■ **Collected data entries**

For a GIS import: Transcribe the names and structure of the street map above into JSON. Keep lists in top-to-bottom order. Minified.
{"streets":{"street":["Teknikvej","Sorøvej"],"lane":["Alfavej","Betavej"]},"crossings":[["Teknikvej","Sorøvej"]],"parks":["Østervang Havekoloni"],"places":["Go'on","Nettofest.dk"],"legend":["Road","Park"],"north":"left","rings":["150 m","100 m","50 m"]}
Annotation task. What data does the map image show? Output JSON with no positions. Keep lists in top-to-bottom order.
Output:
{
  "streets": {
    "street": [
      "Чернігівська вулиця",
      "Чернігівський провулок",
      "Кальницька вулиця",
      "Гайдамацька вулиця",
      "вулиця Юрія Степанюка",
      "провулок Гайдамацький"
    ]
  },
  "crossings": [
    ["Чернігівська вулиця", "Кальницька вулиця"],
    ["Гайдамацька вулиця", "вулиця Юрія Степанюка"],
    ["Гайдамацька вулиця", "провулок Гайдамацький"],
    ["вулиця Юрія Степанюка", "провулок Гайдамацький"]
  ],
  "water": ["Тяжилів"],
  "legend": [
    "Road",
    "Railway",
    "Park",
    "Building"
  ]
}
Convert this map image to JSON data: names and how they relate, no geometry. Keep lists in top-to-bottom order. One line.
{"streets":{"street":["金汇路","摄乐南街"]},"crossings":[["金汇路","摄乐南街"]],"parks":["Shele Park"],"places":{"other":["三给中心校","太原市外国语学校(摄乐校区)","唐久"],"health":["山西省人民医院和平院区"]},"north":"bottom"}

■ **Task goal**
Copy out the lines above, from the one holding "Convert this map" through the final line, with no other lines.

■ **Solution**
Convert this map image to JSON data: names and how they relate, no geometry. Keep lists in top-to-bottom order. One line.
{"streets":{"street":["金汇路","摄乐南街"]},"crossings":[["金汇路","摄乐南街"]],"parks":["Shele Park"],"places":{"other":["三给中心校","太原市外国语学校(摄乐校区)","唐久"],"health":["山西省人民医院和平院区"]},"north":"bottom"}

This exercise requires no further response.